I do not have many friends with me, cause I can't seem to show my emotions and thoughts honestly. Cause I understand very well what fair-weather-friends means. Everyone is fair-weathered, that includes myself.

I can't show people that I am happy about my chance to be sent to USA for training for 1-2 years. Because 2/3 of the company were fired away, I need to take care of their feelings.

I can't show people that I may be a threat to them, cause I don't want to be isolated.

I tried to manipulate situations, but the more I do it, the more I fear to be seen through.

Nonetheless, I troubled coming home, cause it is the most scary place in the world, as I couldn't hide anything, yet couldn't share anything. The worst part I guess, is because everyone in this place is lonely, it is like the deep jungle in Borneo island, it is so damp, no sun can penetrate through, only rains can shoot through those thick layers of leaves, only lonely moss just grows everywhere.

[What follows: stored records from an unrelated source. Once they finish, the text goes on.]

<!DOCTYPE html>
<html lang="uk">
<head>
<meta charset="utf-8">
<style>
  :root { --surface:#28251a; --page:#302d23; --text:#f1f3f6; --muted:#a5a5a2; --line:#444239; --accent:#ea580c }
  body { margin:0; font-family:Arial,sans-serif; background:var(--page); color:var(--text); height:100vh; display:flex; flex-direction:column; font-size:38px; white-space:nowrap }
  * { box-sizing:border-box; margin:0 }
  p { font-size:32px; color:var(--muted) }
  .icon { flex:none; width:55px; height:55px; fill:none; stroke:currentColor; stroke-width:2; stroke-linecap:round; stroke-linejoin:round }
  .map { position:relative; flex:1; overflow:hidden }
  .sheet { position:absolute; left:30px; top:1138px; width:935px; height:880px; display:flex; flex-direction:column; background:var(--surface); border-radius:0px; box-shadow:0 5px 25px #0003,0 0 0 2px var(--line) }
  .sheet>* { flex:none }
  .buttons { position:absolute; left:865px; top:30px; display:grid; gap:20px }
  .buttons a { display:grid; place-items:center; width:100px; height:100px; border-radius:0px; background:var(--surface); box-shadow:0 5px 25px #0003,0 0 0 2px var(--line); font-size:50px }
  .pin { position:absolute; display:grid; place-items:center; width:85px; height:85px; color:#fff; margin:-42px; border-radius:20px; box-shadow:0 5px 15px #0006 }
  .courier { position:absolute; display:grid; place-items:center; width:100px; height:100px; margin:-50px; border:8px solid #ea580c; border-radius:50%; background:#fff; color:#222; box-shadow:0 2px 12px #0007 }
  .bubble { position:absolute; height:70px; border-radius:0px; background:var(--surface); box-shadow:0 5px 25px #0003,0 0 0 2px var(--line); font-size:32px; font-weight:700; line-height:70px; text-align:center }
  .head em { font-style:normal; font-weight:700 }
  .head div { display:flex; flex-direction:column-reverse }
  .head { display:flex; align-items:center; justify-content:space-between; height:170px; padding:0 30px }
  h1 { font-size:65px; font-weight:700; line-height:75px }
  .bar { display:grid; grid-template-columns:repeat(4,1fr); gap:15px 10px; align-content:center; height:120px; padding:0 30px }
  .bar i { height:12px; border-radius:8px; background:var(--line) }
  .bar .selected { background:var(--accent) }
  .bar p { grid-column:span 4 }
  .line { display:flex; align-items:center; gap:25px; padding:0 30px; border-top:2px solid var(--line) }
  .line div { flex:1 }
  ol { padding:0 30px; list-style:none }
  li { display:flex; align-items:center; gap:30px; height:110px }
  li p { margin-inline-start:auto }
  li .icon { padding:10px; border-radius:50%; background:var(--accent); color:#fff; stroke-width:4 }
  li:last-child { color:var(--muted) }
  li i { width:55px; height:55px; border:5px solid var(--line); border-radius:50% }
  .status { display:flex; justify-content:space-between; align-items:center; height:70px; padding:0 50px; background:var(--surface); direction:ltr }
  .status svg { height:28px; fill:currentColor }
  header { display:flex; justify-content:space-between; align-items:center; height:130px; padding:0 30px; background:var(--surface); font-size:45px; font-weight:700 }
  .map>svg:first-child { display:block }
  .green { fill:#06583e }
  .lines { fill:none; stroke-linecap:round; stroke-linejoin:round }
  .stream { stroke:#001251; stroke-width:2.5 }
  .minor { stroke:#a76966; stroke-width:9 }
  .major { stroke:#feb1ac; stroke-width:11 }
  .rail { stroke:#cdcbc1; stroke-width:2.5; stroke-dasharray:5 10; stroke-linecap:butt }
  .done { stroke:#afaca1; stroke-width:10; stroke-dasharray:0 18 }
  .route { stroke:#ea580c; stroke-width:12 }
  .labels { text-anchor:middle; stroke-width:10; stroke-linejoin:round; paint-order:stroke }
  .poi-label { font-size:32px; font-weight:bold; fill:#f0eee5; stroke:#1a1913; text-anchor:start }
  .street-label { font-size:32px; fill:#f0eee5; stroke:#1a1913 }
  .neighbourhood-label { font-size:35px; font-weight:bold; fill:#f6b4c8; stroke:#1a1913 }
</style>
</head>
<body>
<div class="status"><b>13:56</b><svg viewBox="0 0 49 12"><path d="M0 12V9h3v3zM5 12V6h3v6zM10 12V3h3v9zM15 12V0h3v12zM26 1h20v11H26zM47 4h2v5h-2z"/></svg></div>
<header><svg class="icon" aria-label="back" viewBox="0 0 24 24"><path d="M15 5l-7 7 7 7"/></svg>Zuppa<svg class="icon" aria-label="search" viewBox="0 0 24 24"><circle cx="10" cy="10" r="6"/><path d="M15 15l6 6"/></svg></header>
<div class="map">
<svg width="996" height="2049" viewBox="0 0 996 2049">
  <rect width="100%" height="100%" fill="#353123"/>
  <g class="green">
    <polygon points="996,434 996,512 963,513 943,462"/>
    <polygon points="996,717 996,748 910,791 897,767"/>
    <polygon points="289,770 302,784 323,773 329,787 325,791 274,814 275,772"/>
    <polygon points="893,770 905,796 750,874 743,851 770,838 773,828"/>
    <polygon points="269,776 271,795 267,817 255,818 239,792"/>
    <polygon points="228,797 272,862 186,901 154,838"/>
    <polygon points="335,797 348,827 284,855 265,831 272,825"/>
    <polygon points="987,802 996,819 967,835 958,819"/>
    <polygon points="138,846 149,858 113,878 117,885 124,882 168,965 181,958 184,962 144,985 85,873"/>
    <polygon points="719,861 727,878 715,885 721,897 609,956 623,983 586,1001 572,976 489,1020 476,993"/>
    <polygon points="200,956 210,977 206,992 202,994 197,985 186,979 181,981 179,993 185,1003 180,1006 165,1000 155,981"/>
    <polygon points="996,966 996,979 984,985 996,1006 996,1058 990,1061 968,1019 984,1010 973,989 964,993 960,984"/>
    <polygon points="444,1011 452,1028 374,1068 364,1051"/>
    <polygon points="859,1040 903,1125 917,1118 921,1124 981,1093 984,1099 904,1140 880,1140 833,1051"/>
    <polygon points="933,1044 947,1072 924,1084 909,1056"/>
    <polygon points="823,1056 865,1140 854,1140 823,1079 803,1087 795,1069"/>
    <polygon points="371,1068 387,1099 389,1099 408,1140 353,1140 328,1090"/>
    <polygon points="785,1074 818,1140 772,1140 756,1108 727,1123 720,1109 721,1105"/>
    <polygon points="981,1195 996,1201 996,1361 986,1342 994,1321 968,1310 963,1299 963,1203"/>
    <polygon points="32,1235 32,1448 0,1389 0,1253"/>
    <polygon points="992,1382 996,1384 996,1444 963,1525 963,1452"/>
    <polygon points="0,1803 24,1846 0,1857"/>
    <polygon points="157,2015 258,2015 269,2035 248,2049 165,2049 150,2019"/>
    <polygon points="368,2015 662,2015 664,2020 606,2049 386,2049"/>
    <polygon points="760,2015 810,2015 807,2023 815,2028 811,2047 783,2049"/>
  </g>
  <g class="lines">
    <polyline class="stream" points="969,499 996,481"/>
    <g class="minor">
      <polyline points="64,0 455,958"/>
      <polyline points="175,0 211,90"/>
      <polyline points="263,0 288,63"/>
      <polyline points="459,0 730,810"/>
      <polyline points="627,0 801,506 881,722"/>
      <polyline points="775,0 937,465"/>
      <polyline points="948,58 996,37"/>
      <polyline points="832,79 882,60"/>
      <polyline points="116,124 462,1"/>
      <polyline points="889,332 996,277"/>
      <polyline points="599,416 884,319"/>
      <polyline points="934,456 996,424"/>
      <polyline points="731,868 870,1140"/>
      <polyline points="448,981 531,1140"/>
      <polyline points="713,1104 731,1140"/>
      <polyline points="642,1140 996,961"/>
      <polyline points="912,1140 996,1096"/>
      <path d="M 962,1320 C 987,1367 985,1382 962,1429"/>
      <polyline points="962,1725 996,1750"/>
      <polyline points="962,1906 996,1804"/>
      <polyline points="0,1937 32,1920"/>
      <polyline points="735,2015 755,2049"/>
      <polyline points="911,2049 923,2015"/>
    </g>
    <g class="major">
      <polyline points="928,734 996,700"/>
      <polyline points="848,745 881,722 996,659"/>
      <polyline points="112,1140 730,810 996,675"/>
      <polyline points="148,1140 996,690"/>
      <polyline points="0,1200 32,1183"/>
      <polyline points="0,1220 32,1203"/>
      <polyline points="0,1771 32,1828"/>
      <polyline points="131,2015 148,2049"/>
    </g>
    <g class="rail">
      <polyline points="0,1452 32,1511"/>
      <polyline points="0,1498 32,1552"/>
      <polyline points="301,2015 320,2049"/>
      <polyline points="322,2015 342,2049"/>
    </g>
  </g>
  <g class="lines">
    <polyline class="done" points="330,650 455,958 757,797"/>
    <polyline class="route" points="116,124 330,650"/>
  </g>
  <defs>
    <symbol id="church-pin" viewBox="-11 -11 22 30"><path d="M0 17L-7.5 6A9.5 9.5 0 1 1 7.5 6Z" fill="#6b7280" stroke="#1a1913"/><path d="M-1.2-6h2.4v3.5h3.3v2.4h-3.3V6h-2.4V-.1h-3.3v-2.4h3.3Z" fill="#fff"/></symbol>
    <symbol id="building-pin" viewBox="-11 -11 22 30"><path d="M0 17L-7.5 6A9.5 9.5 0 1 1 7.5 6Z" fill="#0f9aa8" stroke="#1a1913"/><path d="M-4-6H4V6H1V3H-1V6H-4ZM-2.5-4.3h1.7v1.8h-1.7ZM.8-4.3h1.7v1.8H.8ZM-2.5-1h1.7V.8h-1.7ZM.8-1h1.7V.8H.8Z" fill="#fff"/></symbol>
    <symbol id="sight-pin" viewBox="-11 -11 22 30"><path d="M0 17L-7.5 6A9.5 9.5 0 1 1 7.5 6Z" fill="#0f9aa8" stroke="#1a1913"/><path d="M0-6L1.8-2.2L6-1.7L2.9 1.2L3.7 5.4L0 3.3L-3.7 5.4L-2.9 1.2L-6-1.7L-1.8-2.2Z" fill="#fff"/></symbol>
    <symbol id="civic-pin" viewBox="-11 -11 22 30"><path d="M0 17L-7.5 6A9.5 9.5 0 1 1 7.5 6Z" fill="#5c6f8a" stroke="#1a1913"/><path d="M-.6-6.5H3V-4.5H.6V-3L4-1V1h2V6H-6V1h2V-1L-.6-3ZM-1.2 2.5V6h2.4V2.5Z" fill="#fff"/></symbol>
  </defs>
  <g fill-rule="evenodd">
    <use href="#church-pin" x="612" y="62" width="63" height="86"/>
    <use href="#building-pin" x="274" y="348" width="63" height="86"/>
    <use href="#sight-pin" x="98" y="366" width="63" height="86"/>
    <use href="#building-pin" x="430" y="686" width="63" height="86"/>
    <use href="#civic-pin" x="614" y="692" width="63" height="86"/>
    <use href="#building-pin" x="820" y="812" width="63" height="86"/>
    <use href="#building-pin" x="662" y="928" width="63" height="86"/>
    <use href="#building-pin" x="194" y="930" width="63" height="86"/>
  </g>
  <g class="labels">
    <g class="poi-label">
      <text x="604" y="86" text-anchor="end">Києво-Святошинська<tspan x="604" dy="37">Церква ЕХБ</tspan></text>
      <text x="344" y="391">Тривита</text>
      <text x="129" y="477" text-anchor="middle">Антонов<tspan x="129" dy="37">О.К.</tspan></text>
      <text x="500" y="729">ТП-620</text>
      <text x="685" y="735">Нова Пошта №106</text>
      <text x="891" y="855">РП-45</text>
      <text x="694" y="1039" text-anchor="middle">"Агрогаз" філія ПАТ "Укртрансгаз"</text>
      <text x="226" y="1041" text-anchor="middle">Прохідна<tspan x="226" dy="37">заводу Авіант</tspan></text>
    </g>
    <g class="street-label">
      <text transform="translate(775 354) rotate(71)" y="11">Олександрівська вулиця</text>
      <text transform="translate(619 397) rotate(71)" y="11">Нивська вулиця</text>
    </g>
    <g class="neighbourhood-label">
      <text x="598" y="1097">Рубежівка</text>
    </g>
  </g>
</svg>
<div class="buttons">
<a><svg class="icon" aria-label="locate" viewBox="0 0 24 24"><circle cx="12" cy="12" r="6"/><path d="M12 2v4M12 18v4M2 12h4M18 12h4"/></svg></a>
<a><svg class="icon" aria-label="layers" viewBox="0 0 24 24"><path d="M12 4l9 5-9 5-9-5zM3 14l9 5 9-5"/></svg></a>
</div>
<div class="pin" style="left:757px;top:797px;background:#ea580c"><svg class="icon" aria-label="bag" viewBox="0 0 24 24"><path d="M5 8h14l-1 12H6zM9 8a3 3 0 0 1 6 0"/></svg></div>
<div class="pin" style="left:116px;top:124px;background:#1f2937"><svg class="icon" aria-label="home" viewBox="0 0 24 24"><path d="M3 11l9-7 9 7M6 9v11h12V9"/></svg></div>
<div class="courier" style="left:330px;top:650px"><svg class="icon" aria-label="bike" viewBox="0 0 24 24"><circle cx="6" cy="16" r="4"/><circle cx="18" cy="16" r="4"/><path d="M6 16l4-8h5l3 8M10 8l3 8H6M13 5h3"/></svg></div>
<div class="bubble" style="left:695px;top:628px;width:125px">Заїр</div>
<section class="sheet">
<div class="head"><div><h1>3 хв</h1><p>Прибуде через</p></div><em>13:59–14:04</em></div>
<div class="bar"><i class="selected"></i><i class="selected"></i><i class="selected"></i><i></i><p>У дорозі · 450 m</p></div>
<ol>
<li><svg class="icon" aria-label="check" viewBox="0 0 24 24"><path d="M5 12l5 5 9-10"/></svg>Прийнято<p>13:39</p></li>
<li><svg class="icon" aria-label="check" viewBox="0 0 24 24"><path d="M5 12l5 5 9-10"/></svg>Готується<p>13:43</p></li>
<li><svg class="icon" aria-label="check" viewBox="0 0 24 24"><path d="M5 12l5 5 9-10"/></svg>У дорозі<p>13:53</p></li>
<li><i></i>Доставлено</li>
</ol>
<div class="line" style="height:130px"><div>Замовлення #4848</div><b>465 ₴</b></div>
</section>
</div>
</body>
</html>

What do people do when everyone gets lonely? Mosses grow on top of each other, people just stab on others in order to get some excitement out of the life. How dare you be honest and open!

I am listening to Canon D major now, I don't know how others liked or thought about this song; it somehow gave me a feeling of watching the fireworks -- so beautiful yet lonely. It is similar to when someone is hurt badly and tears and emotions exploded out, the chaos made the lonely zombie-like lives pretty.

Every played Resident Evil? I am living in one, the office is filled with half-dead zombies, and I am becoming one.